Paul is a solid player in a unique position with his company for years. Honest, straightforward, ethical, he gives his all at work. He also has a robust home life with his wife (works full time), two kids (teen and pre-teen) and two special needs dogs. He loves his family. Being a good dad is more important to him than anything else. He coaches his son’s basketball team, takes his daughter to swim team meets, shares driving to school, and more. He loves being there for them, is energized and exhausted by all he’s juggling.
Politics and uncertainty at work due to a merger and continual mixed messages from the top frustrate Paul no end. He and his VP discuss this often. Theirs is a candid, trusting relationship. He often thinks about quitting, and has told his VP, but then something happens that makes him stay.

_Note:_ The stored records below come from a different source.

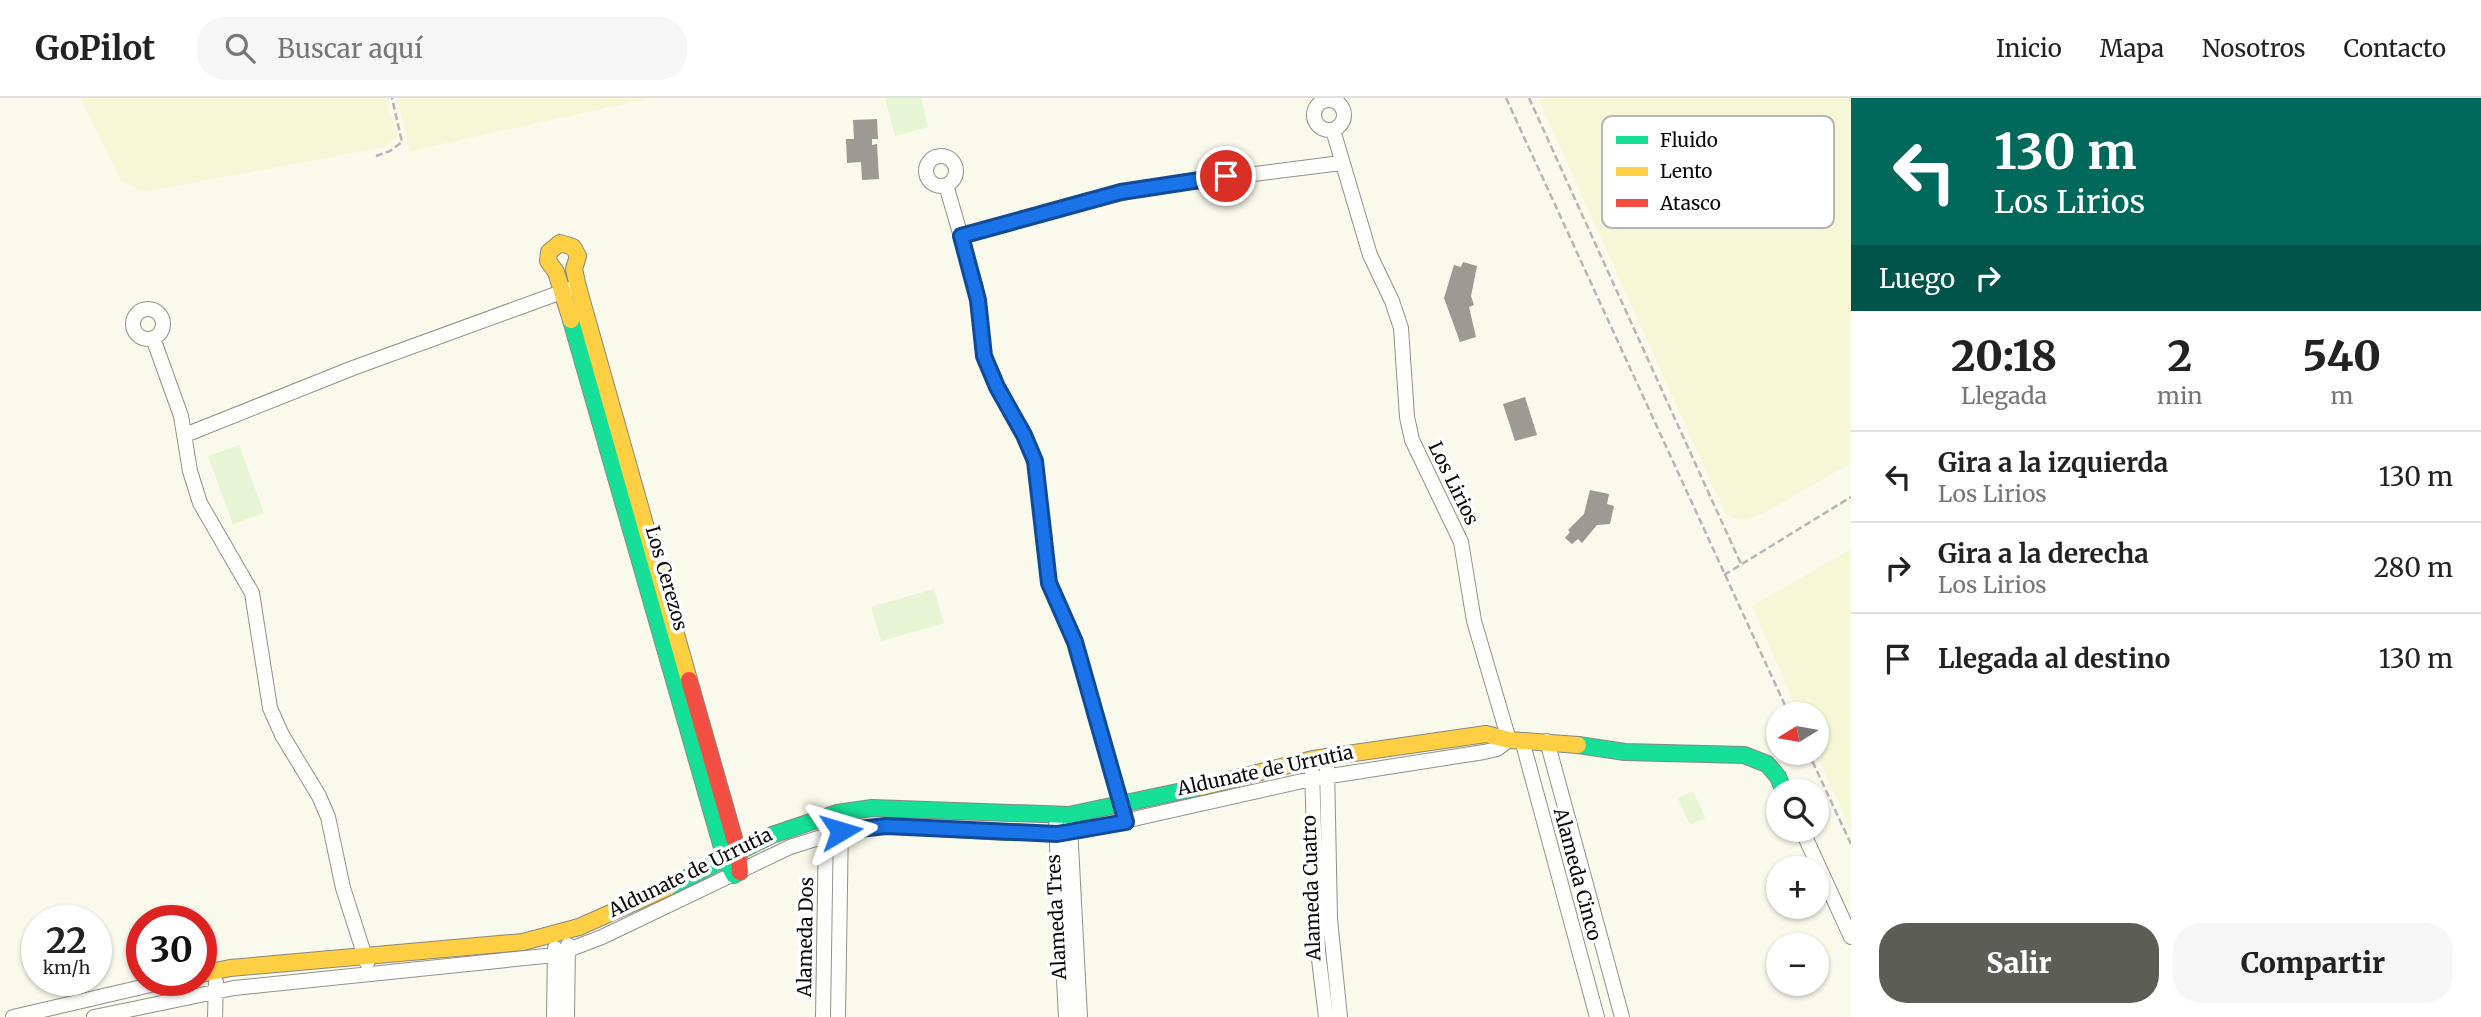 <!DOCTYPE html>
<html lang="es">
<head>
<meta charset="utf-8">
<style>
  :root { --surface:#fff; --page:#f6f6f6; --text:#222; --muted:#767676; --line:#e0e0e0; --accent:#5d5d58 }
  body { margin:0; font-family:Merriweather,serif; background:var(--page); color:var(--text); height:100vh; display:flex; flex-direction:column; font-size:26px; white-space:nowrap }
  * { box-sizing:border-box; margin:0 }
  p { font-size:23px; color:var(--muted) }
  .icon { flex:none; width:38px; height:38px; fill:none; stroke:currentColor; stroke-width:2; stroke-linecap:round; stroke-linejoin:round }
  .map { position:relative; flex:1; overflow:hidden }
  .sheet { display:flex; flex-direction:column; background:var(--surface); width:630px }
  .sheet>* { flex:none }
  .hud { background:#00695c; color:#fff; overflow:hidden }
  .needle { width:46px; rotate:259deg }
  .tools { position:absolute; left:1766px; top:604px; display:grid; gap:14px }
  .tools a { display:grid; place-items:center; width:63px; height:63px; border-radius:50%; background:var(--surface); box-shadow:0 2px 5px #0004; font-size:35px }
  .speed { position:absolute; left:21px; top:807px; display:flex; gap:14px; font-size:35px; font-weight:700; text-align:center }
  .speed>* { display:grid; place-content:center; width:91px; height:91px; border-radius:50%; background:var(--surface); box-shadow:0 2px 5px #0004; line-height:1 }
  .speed small { font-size:18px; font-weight:400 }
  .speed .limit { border:10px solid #d22; background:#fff; color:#111 }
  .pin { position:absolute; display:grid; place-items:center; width:60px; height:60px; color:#fff; margin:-30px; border:4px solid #fff; border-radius:50%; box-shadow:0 2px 7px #0007 }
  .me { position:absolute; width:77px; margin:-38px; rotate:83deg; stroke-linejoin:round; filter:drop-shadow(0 0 5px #0008) }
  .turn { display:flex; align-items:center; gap:24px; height:147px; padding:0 28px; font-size:32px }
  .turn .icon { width:91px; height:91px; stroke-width:2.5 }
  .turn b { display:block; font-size:49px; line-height:60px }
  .then { display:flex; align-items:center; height:66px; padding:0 28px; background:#0003; gap:14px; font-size:26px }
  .eta { display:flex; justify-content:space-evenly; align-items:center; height:119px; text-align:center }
  .eta b { font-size:42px; font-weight:800; line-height:49px }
  .action { display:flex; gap:14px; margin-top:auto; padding:14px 28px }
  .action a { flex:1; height:80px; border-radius:28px; background:var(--accent); color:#fff; font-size:28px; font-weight:800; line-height:80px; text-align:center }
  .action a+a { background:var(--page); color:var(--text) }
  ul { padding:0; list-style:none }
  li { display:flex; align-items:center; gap:21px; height:91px; padding:0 28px; border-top:2px solid var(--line) }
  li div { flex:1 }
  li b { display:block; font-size:26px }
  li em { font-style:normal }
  header { display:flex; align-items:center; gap:42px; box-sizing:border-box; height:98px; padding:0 35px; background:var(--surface); border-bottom:2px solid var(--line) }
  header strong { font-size:33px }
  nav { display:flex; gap:38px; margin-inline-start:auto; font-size:24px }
  .search { width:490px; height:63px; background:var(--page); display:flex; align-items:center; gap:18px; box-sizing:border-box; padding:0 24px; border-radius:28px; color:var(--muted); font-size:26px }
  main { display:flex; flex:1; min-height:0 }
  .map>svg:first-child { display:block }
  .farmland { fill:#f5f7d7 }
  .pitch { fill:#e7f5d4 }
  .building { fill:#9b9a93 }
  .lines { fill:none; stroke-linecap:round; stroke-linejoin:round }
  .street-casing { stroke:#91918b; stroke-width:16 }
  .fast-casing { stroke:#888882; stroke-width:18 }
  .slow-casing { stroke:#888882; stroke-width:18 }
  .jam-casing { stroke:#888882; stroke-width:18 }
  .path { stroke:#b6b6b4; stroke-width:2.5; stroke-dasharray:7 3.5; stroke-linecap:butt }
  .street { stroke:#fefefc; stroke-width:14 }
  .fast { stroke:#16e098; stroke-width:16 }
  .slow { stroke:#ffcf43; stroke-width:16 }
  .jam { stroke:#f24e42; stroke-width:16 }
  .route-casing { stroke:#114b97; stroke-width:18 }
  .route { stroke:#1a73e8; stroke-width:12 }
  .labels { text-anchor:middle; stroke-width:7; stroke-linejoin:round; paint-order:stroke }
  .street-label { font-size:19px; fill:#090909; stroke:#fff }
  .key { fill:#fff; stroke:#b5b5b5; stroke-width:2 }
  .key-label { font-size:19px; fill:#090909 }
</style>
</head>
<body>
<header>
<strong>GoPilot</strong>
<div class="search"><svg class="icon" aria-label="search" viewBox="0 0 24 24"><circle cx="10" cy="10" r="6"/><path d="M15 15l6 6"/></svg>Buscar aquí</div>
<nav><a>Inicio</a><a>Mapa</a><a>Nosotros</a><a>Contacto</a></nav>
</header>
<main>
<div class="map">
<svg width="1851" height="919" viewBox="0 0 1851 919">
  <rect width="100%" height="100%" fill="#f9f9ec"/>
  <path class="farmland" d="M80 0H386L397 39 385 49 148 93 137 91 121 82Z
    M397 0H651L410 53Z
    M1538 0H1851V365L1762 416 1744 421 1732 420 1725 415Z
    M1851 451V733L1816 655V616H1799L1752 508Z"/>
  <path class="pitch" d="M885 0H921L928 29 895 38Z
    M239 347 264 415 233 426 208 358Z
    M934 491 944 525 881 543 871 509Z
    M1693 693 1705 720 1690 727 1678 700Z"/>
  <path class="building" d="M877 21 878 41H872V47L877 46 879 81 862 82 861 64 847 65 846 41H854L853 22Z
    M1463 164 1477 168 1471 198 1474 207 1469 209 1476 239 1460 244 1444 200 1454 167 1461 169Z
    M1525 299 1537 337 1515 343 1503 306Z
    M1590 392 1609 396 1607 406 1614 408 1610 426 1597 427 1582 445 1578 441 1572 446 1565 440 1570 434 1568 432 1584 416Z"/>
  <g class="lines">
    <defs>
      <path id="street" d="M1314 17a15 15 0 1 1 30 0a15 15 0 1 1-30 0Z
        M926 73a15 15 0 1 1 30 0a15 15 0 1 1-30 0Z
        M946 87 976 190 984 258 997 290 1024 337 1035 363 1049 485 1075 544 1123 712
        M961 138 1089 102 1151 89 1341 65
        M133 226a15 15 0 1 1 30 0a15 15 0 1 1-30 0Z
        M153 240 181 318 190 373 200 405 252 495 270 610 282 637 319 698 328 719 343 790 367 865
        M185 337 353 270 570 191
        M1522 642 1597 919
        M1547 643 1622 919
        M1327 669 1330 821 1340 919
        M1312 673 1318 853 1326 919
        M1056 727 1066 919
        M1070 728 1080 919
        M1802 732 1851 839
        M13 919 172 882
        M94 919 234 890 555 857 602 839 790 749 841 733 886 728 1006 735H1071L1311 681 1484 654 1497 651 1509 642 1474 523 1461 444 1412 342 1407 319 1401 230 1392 203 1370 157 1333 32
        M215 919 216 884
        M554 919 555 850
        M567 919 568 847
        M823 919 826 729
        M838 919 841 724"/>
      <path id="fast" d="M571 222 725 760 734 777
        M1578 647 1625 654 1744 657 1767 666 1778 679 1784 693
        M669 789 772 737 837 715 872 710 1069 717 1201 689"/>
      <path id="slow" d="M571 222 556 174 548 163 549 154 560 145 573 149 578 158 574 171 578 189 689 582
        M1201 689 1313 661 1486 636 1509 642 1578 647
        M201 876 230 870 523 844 579 829 669 789"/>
      <path id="jam" d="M689 582 738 754 740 774"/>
    </defs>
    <use href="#street" class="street-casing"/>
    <use href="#fast" class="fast-casing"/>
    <use href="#slow" class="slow-casing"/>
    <use href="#jam" class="jam-casing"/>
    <path class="path" d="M1506 0 1789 616
      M1529 0 1741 466
      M376 58 390 53 402 44 392 0
      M1724 477 1851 399
      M1808 654 1851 746"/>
    <use href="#street" class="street"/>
    <use href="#fast" class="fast"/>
    <use href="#slow" class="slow"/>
    <use href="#jam" class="jam"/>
  </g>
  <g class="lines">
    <defs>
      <path id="route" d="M841 733 886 728 1057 736 1126 724 1075 544 1049 485 1035 363 1024 337 997 289 984 258 978 202 961 138 1121 94 1226 78"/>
    </defs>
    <use href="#route" class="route-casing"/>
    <use href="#route" class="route"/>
  </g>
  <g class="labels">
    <g class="street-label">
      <text transform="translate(1454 385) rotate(64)" y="7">Los Lirios</text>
      <text transform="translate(667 480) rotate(74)" y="7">Los Cerezos</text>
      <text transform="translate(1265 672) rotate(-12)" y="7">Aldunate de Urrutia</text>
      <text transform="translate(690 774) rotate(-26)" y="7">Aldunate de Urrutia</text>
      <text transform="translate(1578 776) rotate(75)" y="7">Alameda Cinco</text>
      <text transform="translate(1311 790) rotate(-92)" y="7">Alameda Cuatro</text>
      <text transform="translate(1056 819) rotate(-93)" y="7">Alameda Tres</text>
      <text transform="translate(805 839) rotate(-89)" y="7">Alameda Dos</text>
    </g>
  </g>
  <rect x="1602" y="18" width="232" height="112" rx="10" class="key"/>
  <rect x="1616" y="38" width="32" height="8" fill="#16e098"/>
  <rect x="1616" y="69" width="32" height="9" fill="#ffcf43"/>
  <rect x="1616" y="101" width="32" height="8" fill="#f24e42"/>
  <g class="key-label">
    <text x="1660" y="49">Fluido</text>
    <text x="1660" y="80">Lento</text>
    <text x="1660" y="112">Atasco</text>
  </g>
</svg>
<div class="tools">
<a><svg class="needle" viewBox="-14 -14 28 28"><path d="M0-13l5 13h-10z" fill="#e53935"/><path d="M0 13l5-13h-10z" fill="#767676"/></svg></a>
<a><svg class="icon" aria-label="search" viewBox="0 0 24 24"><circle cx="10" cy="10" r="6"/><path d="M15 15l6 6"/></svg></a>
<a>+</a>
<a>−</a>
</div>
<div class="speed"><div>22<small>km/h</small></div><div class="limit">30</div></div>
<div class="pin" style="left:1226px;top:78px;background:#d93025"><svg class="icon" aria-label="arrive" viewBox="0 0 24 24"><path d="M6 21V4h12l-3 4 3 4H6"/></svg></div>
<svg class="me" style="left:841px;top:733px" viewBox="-20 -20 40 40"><path d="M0-17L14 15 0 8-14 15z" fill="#1a73e8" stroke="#fff" stroke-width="4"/></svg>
</div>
<section class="sheet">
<div class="hud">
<div class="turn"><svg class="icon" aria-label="left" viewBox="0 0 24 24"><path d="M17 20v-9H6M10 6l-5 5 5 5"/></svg><div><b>130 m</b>Los Lirios</div></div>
<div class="then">Luego<svg class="icon" aria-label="right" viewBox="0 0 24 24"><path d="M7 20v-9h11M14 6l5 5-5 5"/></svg></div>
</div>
<div class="eta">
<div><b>20:18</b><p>Llegada</p></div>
<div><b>2</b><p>min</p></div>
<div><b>540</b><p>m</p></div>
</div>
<ul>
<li><svg class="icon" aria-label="left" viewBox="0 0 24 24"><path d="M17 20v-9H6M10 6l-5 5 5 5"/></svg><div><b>Gira a la izquierda</b><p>Los Lirios</p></div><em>130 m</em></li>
<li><svg class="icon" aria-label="right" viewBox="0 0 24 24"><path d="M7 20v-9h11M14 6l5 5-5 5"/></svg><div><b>Gira a la derecha</b><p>Los Lirios</p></div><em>280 m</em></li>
<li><svg class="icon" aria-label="arrive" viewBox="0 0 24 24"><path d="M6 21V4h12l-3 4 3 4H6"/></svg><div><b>Llegada al destino</b></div><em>130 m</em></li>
</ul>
<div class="action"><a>Salir</a><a>Compartir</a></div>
</section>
</main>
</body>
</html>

His expertise writing intricate bids, keen knowledge of his territory and the players, coupled with strengths as company spokesperson with municipalities, town hall meetings and the media in his territory, make him a real asset. He puts thousands of miles on his car each year but comes home every night. He knows he’s valued but has received no salary increases in a few years because of company challenges. When those thoughts bug him, he balances them with thoughts of his 401K and work flexibility, which are excellent.
His VP has been a supportive buffer. But now he’s been moved to a new regional role with only one direct report. He wants Paul to take that job. Paul would like to continue working with him, and this regional role would give him broader impact, but he worries the politics in the regions could become cutthroat. Another factor: this role requires travel a few times each month that would take him away from family for days at a time.
To add to his dilemma, Paul is not impressed with his new VP, a big talker not long with the company.
Should he risk going with the VP he trusts to develop the regional structure together? Or stay put, give the new boss the benefit of the doubt and go home every night? It’s his decision and he’ll make it.
If you were in Paul’s shoes, what would you do?